▸ Work task
Your answer must match the data word for word.

Saved entries
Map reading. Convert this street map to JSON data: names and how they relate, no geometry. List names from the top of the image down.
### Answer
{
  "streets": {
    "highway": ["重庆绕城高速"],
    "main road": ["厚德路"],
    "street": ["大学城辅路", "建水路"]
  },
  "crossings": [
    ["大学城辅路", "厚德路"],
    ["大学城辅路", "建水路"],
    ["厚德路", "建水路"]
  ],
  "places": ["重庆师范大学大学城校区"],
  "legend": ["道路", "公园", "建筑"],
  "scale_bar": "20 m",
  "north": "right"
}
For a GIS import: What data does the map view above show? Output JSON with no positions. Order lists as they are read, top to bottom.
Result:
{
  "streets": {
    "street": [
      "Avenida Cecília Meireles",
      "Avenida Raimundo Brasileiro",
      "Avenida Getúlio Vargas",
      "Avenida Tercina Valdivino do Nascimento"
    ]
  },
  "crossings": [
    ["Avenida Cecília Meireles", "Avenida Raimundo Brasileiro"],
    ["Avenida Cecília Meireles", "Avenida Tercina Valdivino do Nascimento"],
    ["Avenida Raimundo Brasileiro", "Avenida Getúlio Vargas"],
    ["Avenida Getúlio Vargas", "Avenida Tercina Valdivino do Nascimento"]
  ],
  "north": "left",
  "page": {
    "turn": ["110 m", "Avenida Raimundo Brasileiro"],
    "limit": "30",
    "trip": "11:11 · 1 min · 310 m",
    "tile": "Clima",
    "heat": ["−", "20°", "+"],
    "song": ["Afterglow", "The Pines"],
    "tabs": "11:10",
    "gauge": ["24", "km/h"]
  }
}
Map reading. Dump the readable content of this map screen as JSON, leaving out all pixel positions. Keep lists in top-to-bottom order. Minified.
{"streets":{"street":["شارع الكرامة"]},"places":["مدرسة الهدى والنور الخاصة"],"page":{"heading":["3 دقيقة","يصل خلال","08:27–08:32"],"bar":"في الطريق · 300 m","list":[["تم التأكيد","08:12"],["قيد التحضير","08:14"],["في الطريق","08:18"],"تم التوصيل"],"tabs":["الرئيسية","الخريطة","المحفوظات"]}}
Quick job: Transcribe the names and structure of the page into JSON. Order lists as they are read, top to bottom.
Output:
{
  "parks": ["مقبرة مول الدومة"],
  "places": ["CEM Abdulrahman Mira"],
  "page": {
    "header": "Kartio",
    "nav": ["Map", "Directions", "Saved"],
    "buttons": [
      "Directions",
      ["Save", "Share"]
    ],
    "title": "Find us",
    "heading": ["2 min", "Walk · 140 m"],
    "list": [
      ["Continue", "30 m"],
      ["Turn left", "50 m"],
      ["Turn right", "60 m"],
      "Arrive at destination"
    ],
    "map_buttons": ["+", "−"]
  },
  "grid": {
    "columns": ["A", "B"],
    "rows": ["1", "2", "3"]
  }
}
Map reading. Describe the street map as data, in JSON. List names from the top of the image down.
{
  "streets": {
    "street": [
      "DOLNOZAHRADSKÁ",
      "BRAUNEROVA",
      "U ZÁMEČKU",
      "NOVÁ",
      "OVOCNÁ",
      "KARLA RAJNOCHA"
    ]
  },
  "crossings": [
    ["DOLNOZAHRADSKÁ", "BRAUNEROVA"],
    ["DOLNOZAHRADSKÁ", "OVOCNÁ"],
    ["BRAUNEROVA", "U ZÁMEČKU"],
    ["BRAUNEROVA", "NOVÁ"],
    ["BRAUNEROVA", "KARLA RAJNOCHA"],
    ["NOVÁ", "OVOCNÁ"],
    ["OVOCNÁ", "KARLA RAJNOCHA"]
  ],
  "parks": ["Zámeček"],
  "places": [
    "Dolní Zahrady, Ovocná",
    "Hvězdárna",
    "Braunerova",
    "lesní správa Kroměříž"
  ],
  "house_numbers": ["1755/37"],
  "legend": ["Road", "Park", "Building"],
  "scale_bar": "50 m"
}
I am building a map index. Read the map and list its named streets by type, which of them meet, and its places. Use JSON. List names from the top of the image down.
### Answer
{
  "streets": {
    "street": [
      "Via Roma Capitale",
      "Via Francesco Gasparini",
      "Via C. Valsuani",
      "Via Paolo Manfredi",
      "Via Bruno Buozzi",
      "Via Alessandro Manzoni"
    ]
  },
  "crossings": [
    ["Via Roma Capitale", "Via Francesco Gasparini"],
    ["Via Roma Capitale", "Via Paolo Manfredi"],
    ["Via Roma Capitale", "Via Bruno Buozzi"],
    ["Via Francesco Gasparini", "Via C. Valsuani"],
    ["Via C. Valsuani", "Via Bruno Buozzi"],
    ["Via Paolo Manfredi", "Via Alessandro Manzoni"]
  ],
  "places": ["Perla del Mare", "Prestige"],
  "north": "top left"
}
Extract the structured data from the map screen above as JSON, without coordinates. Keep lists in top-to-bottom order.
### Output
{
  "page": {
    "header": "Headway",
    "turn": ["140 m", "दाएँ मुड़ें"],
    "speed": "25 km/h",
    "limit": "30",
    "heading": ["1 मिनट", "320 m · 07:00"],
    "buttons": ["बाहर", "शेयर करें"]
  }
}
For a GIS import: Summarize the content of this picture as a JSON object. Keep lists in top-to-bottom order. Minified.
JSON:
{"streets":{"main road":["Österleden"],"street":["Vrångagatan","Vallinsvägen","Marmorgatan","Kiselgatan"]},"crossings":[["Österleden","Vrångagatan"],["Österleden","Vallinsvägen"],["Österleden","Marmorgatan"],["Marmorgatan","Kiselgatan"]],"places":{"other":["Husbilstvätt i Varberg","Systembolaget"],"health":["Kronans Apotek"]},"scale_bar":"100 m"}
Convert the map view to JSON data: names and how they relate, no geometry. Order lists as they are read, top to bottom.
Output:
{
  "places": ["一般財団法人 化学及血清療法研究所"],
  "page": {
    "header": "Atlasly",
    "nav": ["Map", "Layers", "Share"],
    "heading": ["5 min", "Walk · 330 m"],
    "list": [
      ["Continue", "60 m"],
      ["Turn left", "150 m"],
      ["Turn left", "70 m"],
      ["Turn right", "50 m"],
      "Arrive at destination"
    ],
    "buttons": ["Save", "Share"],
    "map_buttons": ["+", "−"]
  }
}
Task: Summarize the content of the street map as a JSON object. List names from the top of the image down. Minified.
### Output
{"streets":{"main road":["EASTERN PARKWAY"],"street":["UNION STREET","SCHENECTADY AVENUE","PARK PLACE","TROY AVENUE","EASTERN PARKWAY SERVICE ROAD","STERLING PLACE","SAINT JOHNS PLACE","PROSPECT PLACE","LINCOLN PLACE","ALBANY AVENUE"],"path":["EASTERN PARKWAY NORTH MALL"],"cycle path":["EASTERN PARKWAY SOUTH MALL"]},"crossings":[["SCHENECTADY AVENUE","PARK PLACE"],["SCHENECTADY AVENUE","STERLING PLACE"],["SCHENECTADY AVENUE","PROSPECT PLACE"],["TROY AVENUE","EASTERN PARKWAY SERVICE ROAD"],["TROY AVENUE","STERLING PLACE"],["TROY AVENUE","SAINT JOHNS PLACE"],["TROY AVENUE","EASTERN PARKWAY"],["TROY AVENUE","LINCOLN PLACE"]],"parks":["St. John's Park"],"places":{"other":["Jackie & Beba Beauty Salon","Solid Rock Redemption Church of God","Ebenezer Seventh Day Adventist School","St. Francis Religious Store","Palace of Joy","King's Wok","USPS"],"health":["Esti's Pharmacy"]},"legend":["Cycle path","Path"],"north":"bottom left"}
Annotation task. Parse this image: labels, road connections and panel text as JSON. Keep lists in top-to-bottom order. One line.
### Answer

▸ Output below
Map reading. Convert this street map to JSON data: names and how they relate, no geometry. List names from the top of the image down.
### Answer
{
  "streets": {
    "highway": ["重庆绕城高速"],
    "main road": ["厚德路"],
    "street": ["大学城辅路", "建水路"]
  },
  "crossings": [
    ["大学城辅路", "厚德路"],
    ["大学城辅路", "建水路"],
    ["厚德路", "建水路"]
  ],
  "places": ["重庆师范大学大学城校区"],
  "legend": ["道路", "公园", "建筑"],
  "scale_bar": "20 m",
  "north": "right"
}
For a GIS import: What data does the map view above show? Output JSON with no positions. Order lists as they are read, top to bottom.
Result:
{
  "streets": {
    "street": [
      "Avenida Cecília Meireles",
      "Avenida Raimundo Brasileiro",
      "Avenida Getúlio Vargas",
      "Avenida Tercina Valdivino do Nascimento"
    ]
  },
  "crossings": [
    ["Avenida Cecília Meireles", "Avenida Raimundo Brasileiro"],
    ["Avenida Cecília Meireles", "Avenida Tercina Valdivino do Nascimento"],
    ["Avenida Raimundo Brasileiro", "Avenida Getúlio Vargas"],
    ["Avenida Getúlio Vargas", "Avenida Tercina Valdivino do Nascimento"]
  ],
  "north": "left",
  "page": {
    "turn": ["110 m", "Avenida Raimundo Brasileiro"],
    "limit": "30",
    "trip": "11:11 · 1 min · 310 m",
    "tile": "Clima",
    "heat": ["−", "20°", "+"],
    "song": ["Afterglow", "The Pines"],
    "tabs": "11:10",
    "gauge": ["24", "km/h"]
  }
}
Map reading. Dump the readable content of this map screen as JSON, leaving out all pixel positions. Keep lists in top-to-bottom order. Minified.
{"streets":{"street":["شارع الكرامة"]},"places":["مدرسة الهدى والنور الخاصة"],"page":{"heading":["3 دقيقة","يصل خلال","08:27–08:32"],"bar":"في الطريق · 300 m","list":[["تم التأكيد","08:12"],["قيد التحضير","08:14"],["في الطريق","08:18"],"تم التوصيل"],"tabs":["الرئيسية","الخريطة","المحفوظات"]}}
Quick job: Transcribe the names and structure of the page into JSON. Order lists as they are read, top to bottom.
Output:
{
  "parks": ["مقبرة مول الدومة"],
  "places": ["CEM Abdulrahman Mira"],
  "page": {
    "header": "Kartio",
    "nav": ["Map", "Directions", "Saved"],
    "buttons": [
      "Directions",
      ["Save", "Share"]
    ],
    "title": "Find us",
    "heading": ["2 min", "Walk · 140 m"],
    "list": [
      ["Continue", "30 m"],
      ["Turn left", "50 m"],
      ["Turn right", "60 m"],
      "Arrive at destination"
    ],
    "map_buttons": ["+", "−"]
  },
  "grid": {
    "columns": ["A", "B"],
    "rows": ["1", "2", "3"]
  }
}
Map reading. Describe the street map as data, in JSON. List names from the top of the image down.
{
  "streets": {
    "street": [
      "DOLNOZAHRADSKÁ",
      "BRAUNEROVA",
      "U ZÁMEČKU",
      "NOVÁ",
      "OVOCNÁ",
      "KARLA RAJNOCHA"
    ]
  },
  "crossings": [
    ["DOLNOZAHRADSKÁ", "BRAUNEROVA"],
    ["DOLNOZAHRADSKÁ", "OVOCNÁ"],
    ["BRAUNEROVA", "U ZÁMEČKU"],
    ["BRAUNEROVA", "NOVÁ"],
    ["BRAUNEROVA", "KARLA RAJNOCHA"],
    ["NOVÁ", "OVOCNÁ"],
    ["OVOCNÁ", "KARLA RAJNOCHA"]
  ],
  "parks": ["Zámeček"],
  "places": [
    "Dolní Zahrady, Ovocná",
    "Hvězdárna",
    "Braunerova",
    "lesní správa Kroměříž"
  ],
  "house_numbers": ["1755/37"],
  "legend": ["Road", "Park", "Building"],
  "scale_bar": "50 m"
}
I am building a map index. Read the map and list its named streets by type, which of them meet, and its places. Use JSON. List names from the top of the image down.
### Answer
{
  "streets": {
    "street": [
      "Via Roma Capitale",
      "Via Francesco Gasparini",
      "Via C. Valsuani",
      "Via Paolo Manfredi",
      "Via Bruno Buozzi",
      "Via Alessandro Manzoni"
    ]
  },
  "crossings": [
    ["Via Roma Capitale", "Via Francesco Gasparini"],
    ["Via Roma Capitale", "Via Paolo Manfredi"],
    ["Via Roma Capitale", "Via Bruno Buozzi"],
    ["Via Francesco Gasparini", "Via C. Valsuani"],
    ["Via C. Valsuani", "Via Bruno Buozzi"],
    ["Via Paolo Manfredi", "Via Alessandro Manzoni"]
  ],
  "places": ["Perla del Mare", "Prestige"],
  "north": "top left"
}
Extract the structured data from the map screen above as JSON, without coordinates. Keep lists in top-to-bottom order.
### Output
{
  "page": {
    "header": "Headway",
    "turn": ["140 m", "दाएँ मुड़ें"],
    "speed": "25 km/h",
    "limit": "30",
    "heading": ["1 मिनट", "320 m · 07:00"],
    "buttons": ["बाहर", "शेयर करें"]
  }
}
For a GIS import: Summarize the content of this picture as a JSON object. Keep lists in top-to-bottom order. Minified.
JSON:
{"streets":{"main road":["Österleden"],"street":["Vrångagatan","Vallinsvägen","Marmorgatan","Kiselgatan"]},"crossings":[["Österleden","Vrångagatan"],["Österleden","Vallinsvägen"],["Österleden","Marmorgatan"],["Marmorgatan","Kiselgatan"]],"places":{"other":["Husbilstvätt i Varberg","Systembolaget"],"health":["Kronans Apotek"]},"scale_bar":"100 m"}
Convert the map view to JSON data: names and how they relate, no geometry. Order lists as they are read, top to bottom.
Output:
{
  "places": ["一般財団法人 化学及血清療法研究所"],
  "page": {
    "header": "Atlasly",
    "nav": ["Map", "Layers", "Share"],
    "heading": ["5 min", "Walk · 330 m"],
    "list": [
      ["Continue", "60 m"],
      ["Turn left", "150 m"],
      ["Turn left", "70 m"],
      ["Turn right", "50 m"],
      "Arrive at destination"
    ],
    "buttons": ["Save", "Share"],
    "map_buttons": ["+", "−"]
  }
}
Task: Summarize the content of the street map as a JSON object. List names from the top of the image down. Minified.
### Output
{"streets":{"main road":["EASTERN PARKWAY"],"street":["UNION STREET","SCHENECTADY AVENUE","PARK PLACE","TROY AVENUE","EASTERN PARKWAY SERVICE ROAD","STERLING PLACE","SAINT JOHNS PLACE","PROSPECT PLACE","LINCOLN PLACE","ALBANY AVENUE"],"path":["EASTERN PARKWAY NORTH MALL"],"cycle path":["EASTERN PARKWAY SOUTH MALL"]},"crossings":[["SCHENECTADY AVENUE","PARK PLACE"],["SCHENECTADY AVENUE","STERLING PLACE"],["SCHENECTADY AVENUE","PROSPECT PLACE"],["TROY AVENUE","EASTERN PARKWAY SERVICE ROAD"],["TROY AVENUE","STERLING PLACE"],["TROY AVENUE","SAINT JOHNS PLACE"],["TROY AVENUE","EASTERN PARKWAY"],["TROY AVENUE","LINCOLN PLACE"]],"parks":["St. John's Park"],"places":{"other":["Jackie & Beba Beauty Salon","Solid Rock Redemption Church of God","Ebenezer Seventh Day Adventist School","St. Francis Religious Store","Palace of Joy","King's Wok","USPS"],"health":["Esti's Pharmacy"]},"legend":["Cycle path","Path"],"north":"bottom left"}
Annotation task. Parse this image: labels, road connections and panel text as JSON. Keep lists in top-to-bottom order. One line.
### Answer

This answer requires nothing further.